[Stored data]

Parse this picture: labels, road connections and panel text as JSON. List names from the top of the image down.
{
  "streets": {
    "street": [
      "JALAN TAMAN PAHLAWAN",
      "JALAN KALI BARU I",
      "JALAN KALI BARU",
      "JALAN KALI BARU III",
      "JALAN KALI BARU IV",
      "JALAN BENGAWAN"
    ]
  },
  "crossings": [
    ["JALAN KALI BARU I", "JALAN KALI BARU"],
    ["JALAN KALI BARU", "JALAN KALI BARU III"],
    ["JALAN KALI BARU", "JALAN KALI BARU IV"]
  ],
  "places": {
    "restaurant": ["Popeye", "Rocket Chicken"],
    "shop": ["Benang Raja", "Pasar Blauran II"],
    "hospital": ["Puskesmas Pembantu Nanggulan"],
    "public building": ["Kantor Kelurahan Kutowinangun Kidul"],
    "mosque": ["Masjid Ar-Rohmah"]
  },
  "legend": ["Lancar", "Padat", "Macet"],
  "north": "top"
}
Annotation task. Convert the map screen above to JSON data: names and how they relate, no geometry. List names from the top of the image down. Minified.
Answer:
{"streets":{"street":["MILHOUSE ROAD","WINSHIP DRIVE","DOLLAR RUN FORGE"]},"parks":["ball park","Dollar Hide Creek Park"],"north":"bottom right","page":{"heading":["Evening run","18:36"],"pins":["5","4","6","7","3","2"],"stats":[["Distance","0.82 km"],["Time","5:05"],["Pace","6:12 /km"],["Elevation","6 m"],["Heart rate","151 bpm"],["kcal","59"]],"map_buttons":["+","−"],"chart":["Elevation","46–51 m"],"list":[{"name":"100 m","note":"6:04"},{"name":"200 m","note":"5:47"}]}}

Exercise: Restate, please, word for word the span of records running from the first line to the line bearing "Annotation task. Convert", both included, and nothing outside it.

Output for this exercise:
Parse this picture: labels, road connections and panel text as JSON. List names from the top of the image down.
{
  "streets": {
    "street": [
      "JALAN TAMAN PAHLAWAN",
      "JALAN KALI BARU I",
      "JALAN KALI BARU",
      "JALAN KALI BARU III",
      "JALAN KALI BARU IV",
      "JALAN BENGAWAN"
    ]
  },
  "crossings": [
    ["JALAN KALI BARU I", "JALAN KALI BARU"],
    ["JALAN KALI BARU", "JALAN KALI BARU III"],
    ["JALAN KALI BARU", "JALAN KALI BARU IV"]
  ],
  "places": {
    "restaurant": ["Popeye", "Rocket Chicken"],
    "shop": ["Benang Raja", "Pasar Blauran II"],
    "hospital": ["Puskesmas Pembantu Nanggulan"],
    "public building": ["Kantor Kelurahan Kutowinangun Kidul"],
    "mosque": ["Masjid Ar-Rohmah"]
  },
  "legend": ["Lancar", "Padat", "Macet"],
  "north": "top"
}
Annotation task. Convert the map screen above to JSON data: names and how they relate, no geometry. List names from the top of the image down. Minified.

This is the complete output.